06 stycznia 2009 23:24
oj szkoda... szczególnie że to 50 i to zupełnie nowa... 🙄 a zapach raczej intensywny, wietrzenie próbowałam ale nie da się bo mi wszystko pozamarza 😁
ojjj juz wole zapach diora niz moczu mojego kota 😜
ja uzywam miss dior i jestem w nich zakochana  😍
A ja zawiodłam się na Chanel Chance .. one jakoś tak wcale nie pachną  🙄

Ultrafiolet zawsze muszę mieć - to moja miłość od jakichś 10 lat, poza tym zawsze działa na facetów  😎

Amor Amor Cacharel jest fajne 🙂
też lubie Amora, zwłaszcza tą "letnią", zieloną wersję.
za to żadne Chanele mnie nie robią... zwłaszcza te osławione No. 5  🙄
zaba   żółta żaba żarła żur
08 stycznia 2009 12:43

za to żadne Chanele mnie nie robią... zwłaszcza te osławione No. 5  🙄


Myśle,że do Chaneli  😉 trzeba po prostu dojrzec,bo to klasyka!
Ja tymczasem oswajam sie z Crystal Noir od Versace.Inrygujący bardzo...
Brzask   kucyk,kucyk...a to kawał s.........
08 stycznia 2009 19:24
Dostałam na gwiazdkę : "Beckham intimately" i średnio mi leżą  🙄
nesta   by w przyszłość bezczelnie patrzeć...
08 stycznia 2009 20:33
chanel ma raczej mocne, charkaterystyczne zapachy... ale mimo wszystko je baaardzo lubie
aleqsandra   Kreujemy swój świat tym w co wierzymy
20 stycznia 2009 11:55
ech, a ja wizytując sephorę znowu sobie przypomniałam jak bardzo kocham męskie baldessarini del mar... eeeeeeeeeeh szaleję za nimi ;p
jak się facet popsika, to już się ode mnie nie uwolni xD
ja kocham i ubóstwiam Chanel No.5, są obłędne.
lubię też Little Black Dress z Avonu.

w ogóle mnie nie kręcą jakieś kwiatowe czy owocowe nuty, za delikatne dla mnie, wolę mocne, intensywne zapachy.
Calathea   Czarny Książę
20 stycznia 2009 12:07
A ja wręcz przeciwnie... ja uwielbiam kwiatowe i owocowe zapachy... po prostu ubóstwiam słodkie zapachy... ostatnio mi w łapki wpadły "Rosy Pethal" i je kocham miłością wieczną...
Crystal Noir próbowałam, ale jak dla mnie za ostry.
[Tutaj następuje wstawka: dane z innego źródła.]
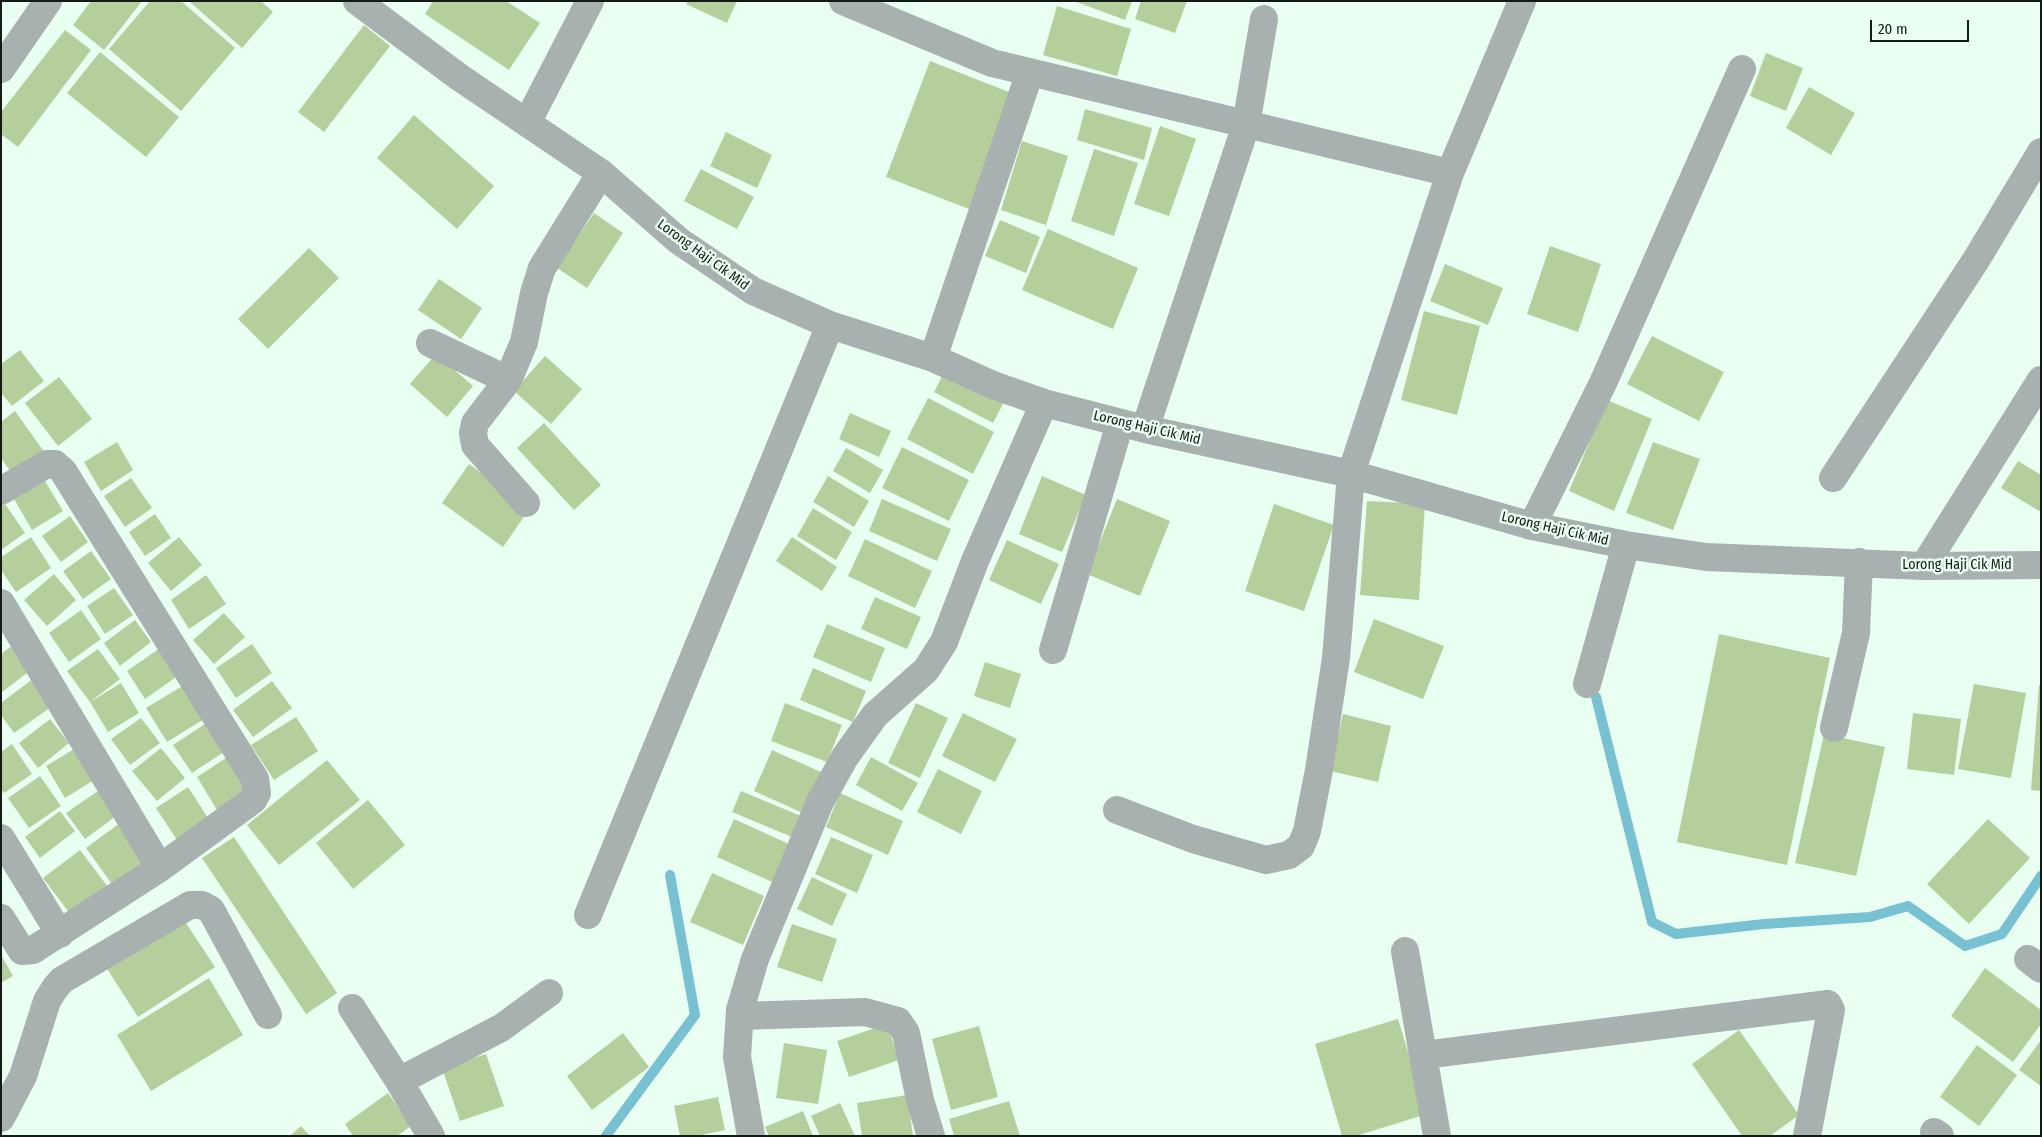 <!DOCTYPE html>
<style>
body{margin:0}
#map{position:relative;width:2042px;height:1137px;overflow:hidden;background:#e9fff1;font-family:"Fira Sans Condensed",sans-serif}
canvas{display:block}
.frame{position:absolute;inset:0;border:2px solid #131b16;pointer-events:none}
.scale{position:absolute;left:1870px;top:20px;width:99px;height:22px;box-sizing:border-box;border:2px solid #131b16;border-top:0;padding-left:6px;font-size:15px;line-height:18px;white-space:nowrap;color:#131b16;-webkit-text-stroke:4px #e9fff1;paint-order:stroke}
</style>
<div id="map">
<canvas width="2042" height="1137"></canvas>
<div class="frame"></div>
<div class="scale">20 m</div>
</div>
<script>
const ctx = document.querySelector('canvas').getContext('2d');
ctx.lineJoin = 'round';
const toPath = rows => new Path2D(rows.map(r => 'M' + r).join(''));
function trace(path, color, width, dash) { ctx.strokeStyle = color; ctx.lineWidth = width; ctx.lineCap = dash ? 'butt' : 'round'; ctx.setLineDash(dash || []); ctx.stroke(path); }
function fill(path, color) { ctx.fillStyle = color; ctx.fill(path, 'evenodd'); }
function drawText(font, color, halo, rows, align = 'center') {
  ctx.font = font + ' "Fira Sans Condensed",sans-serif'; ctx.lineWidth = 5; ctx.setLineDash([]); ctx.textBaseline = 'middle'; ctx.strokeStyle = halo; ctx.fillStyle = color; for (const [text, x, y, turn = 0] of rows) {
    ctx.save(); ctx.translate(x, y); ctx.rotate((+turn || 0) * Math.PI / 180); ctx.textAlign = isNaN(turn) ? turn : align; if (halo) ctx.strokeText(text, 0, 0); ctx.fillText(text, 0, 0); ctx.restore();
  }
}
const stream = toPath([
 [1596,697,1652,922,1676,934,1764,924,1870,917,1908,906,1965,946,2002,934,2041,876],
 [606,1136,695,1015,670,875]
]);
const building = toPath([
 [91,1,142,1,104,50,73,25],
 [150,1,181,1,235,48,181,111,109,49],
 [189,1,261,1,273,12,242,48],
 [433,1,506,1,540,23,509,70,425,14],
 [688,1,737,1,727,23,686,4],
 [1074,1,1132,1,1125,20],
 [1141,1,1187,1,1175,33,1135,19],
 [1057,6,1131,29,1117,76,1043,55],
 [364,25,390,46,324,132,298,112],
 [65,30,91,50,18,147,1,134,1,112],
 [100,52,179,117,146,157,67,93],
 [1766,53,1803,68,1786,111,1750,96],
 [930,61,1014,94,969,209,886,177],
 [1809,87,1855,113,1831,155,1786,128],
 [1085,109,1152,128,1144,160,1077,140],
 [414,115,494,186,457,229,377,158],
 [1160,126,1196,139,1169,216,1134,204],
 [726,132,772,155,757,188,710,166],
 [1022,141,1068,156,1046,225,1001,210],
 [1094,149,1138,163,1114,236,1071,221],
 [701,169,754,197,737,229,684,201],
 [594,213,623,233,587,288,557,268],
 [1000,220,1040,237,1026,273,985,256],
 [1048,229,1138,268,1113,329,1022,290],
 [1550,246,1601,264,1578,332,1527,314],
 [309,248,339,278,268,349,238,319],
 [1445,264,1503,288,1488,325,1430,301],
 [439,279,482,308,461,339,418,310],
 [1424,311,1480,326,1457,415,1401,400],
 [1652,336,1724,372,1699,421,1627,384],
 [20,350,44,381,12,406,1,393,1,364],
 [436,354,473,386,447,417,410,384],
 [545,356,582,389,551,424,514,391],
 [946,369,1005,400,993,423,934,392],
 [59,377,92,419,58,446,25,403],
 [928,398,994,432,973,474,907,439],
 [1607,400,1652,419,1614,511,1569,491],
 [15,411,45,453,13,475,1,458,1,422],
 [850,413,891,431,879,457,839,439],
 [544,423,601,485,574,510,517,448],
 [117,442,133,470,101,491,84,462],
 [1653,442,1700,459,1673,530,1626,513],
 [902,447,969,480,949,521,882,488],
 [846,448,883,470,870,493,833,471],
 [2018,461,2041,475,2041,512,2001,488],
 [469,464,530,508,503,547,442,503],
 [828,476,869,501,854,527,813,502],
 [1042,476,1086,495,1062,552,1019,534],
 [131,478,152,508,125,527,104,496],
 [45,481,63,511,32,530,14,499],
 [882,499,951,529,937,561,869,531],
 [1117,499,1170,521,1140,596,1087,574],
 [1367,501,1425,504,1419,600,1360,595],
 [5,504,25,533,1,550,1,506],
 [1274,504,1334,525,1304,611,1245,591],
 [813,508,852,532,836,560,797,536],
 [155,514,171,538,145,556,129,532],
 [70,516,88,542,61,562,42,536],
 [31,537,51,568,16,592,1,570,1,557],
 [179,537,202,565,171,591,148,563],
 [792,537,837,567,822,591,776,561],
 [865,539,932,571,915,608,848,576],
 [1007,540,1059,564,1041,604,989,580],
 [91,551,111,579,83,599,63,571],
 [54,574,76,600,47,626,24,600],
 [206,575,226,604,189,629,171,600],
 [114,588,133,615,105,634,87,606],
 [875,597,921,617,907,649,861,629],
 [81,610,101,639,69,662,49,633],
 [224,613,245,637,214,664,193,640],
 [1374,619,1444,646,1423,699,1354,672],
 [135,620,151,642,120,666,104,643],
 [827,624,885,648,871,682,813,657],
 [1719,634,1830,658,1787,865,1677,842],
 [252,644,272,673,236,698,216,668],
 [13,645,32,669,1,693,1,654],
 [160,648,179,675,145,699,127,671],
 [98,649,120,679,90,702,67,671],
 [985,662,1021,674,1010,708,974,696],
 [813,668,866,691,853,722,800,700],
 [34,678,54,705,14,733,1,715,1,703],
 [272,681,292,708,253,737,233,710],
 [121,683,139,713,108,732,90,702],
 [1974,684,2026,693,2011,778,1958,769],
 [184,685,206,718,167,742,146,708],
 [2039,685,2041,685,2041,791,2031,790],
 [785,703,842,725,827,762,771,741],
 [916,703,948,718,920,778,888,763],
 [963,713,1017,739,995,782,942,756],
 [1913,713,1961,719,1954,775,1907,769],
 [1343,714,1391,726,1378,782,1330,771],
 [296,717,318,751,274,780,251,745],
 [141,718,160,743,130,765,111,739],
 [50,719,69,743,38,768,19,743],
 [208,722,227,750,192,773,173,745],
 [1824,734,1885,747,1856,876,1795,863],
 [12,744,32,774,4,793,1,789,1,752],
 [79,746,99,777,65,798,46,766],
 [161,748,185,778,157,801,132,771],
 [772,750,823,773,805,814,754,791],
 [871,757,918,783,902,811,856,785],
 [226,758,247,791,217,810,197,777],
 [327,760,360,800,279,865,247,825],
 [938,769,982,791,961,834,917,812],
 [40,776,61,806,29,828,8,798],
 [188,787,208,818,177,840,156,808],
 [98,791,116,816,85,839,66,813],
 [741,791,801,816,792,837,732,812],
 [840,793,903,821,888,855,826,827],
 [368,800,405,845,353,889,316,843],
 [60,811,75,831,40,858,25,837],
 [734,819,789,844,772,882,717,857],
 [1988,819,2030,858,1969,924,1927,884],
 [124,820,152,860,114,887,86,848],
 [234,837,337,993,306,1014,202,858],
 [831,837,873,855,857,893,815,874],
 [80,850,108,887,71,915,43,878],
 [712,873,764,896,743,945,690,922],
 [812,877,847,894,832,926,797,909],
 [180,914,215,967,138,1017,104,964],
 [792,924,837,939,822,982,777,967],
 [1,955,13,976,1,983],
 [1985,968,2041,1010,2041,1024,2013,1062,1951,1016],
 [209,978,243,1035,151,1091,117,1035],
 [1398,1019,1427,1114,1356,1136,1342,1136,1315,1044],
 [887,1024,899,1060,849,1077,837,1041],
 [979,1026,998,1097,951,1110,932,1039],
 [1739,1030,1799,1115,1770,1136,1742,1136,1692,1064],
 [623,1033,649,1067,592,1110,567,1076],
 [2041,1040,2041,1086,2019,1070],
 [784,1043,827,1050,818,1104,776,1098],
 [1977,1045,2017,1075,1979,1126,1940,1097],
 [486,1054,504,1106,460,1121,442,1068],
 [388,1093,411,1126,397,1136,353,1136,345,1124],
 [907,1095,913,1136,862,1136,857,1103],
 [718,1097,725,1130,697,1136,680,1136,674,1106],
 [1009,1101,1020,1136,954,1136,949,1119],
 [840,1103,855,1136,820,1136,811,1116],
 [803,1111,813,1136,769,1136,765,1127],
 [301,1126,310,1136,290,1136]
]);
const minor = toPath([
 [357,1,459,77,601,173,679,241,753,291,830,325,933,358,993,385,1044,403,1145,429,1351,474,1532,526,1626,545,1706,557,1924,566,2041,565],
 [843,1,992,63,1450,173],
 [1,69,48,1],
 [527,123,590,1],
 [430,343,508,380],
 [933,358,1030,72],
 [1145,429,1246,125,1264,19],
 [1833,478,1976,260,2041,152],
 [1,491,47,464,55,464,63,471,255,779,257,793,253,800,160,868,33,950,22,951,1,918],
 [526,503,475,445,473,433,475,423,508,380,524,342,534,293,542,268,601,173],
 [1532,526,1603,383,1742,69],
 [1924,566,2041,380],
 [1,603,160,868],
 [1053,650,1120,423],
 [1587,684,1626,545],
 [1834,728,1856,633,1859,562],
 [1117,810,1193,839,1266,860,1289,855,1301,846,1307,831,1319,770,1336,658,1351,474,1450,173,1522,1],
 [1,838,60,934],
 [588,915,830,325],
 [1405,951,1437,1136],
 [2028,959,2041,969],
 [352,1008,399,1081,431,1136],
 [740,1016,865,1012,898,1021,906,1033,920,1100,931,1136],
 [1424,1055,1828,1004,1831,1010,1807,1136],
 [399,1081,501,1028,549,993],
 [1,1118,23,1076,47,1001,55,988,62,980,190,905,202,905,211,910,268,1015],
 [1934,1132,1940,1136],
 [751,1136,737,1057,740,1010,755,959,820,802,845,757,875,715,926,670,944,642,975,561,1044,403]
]);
const streetNames = [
 ["Lorong Haji Cik Mid",703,255,36],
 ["Lorong Haji Cik Mid",1147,428,13],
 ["Lorong Haji Cik Mid",1555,529,13],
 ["Lorong Haji Cik Mid",1957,565]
];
trace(stream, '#78c1d3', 10);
fill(building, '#b4cf9b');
trace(minor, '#a6b1b0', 28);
drawText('14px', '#131b16', '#e9fff1', streetNames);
</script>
Meduza już bardziej mi podchodzi.

Co jeszcze lekkiego i fajnego polecacie na dzień. CK Euphoria jak dla mnie jest taka bardziej "elegancka". Podoba mi się w miarę Lacoste pour femme, Aqua di Gio też przyjemna. Może coś "zielonego" ?
Ada   harder. better. faster. stronger.
23 stycznia 2009 19:50
Mnie teraz męczy zakup CK one...
Kurna, ma ktoś z was dojście do oryginalnych tańszych perfum ?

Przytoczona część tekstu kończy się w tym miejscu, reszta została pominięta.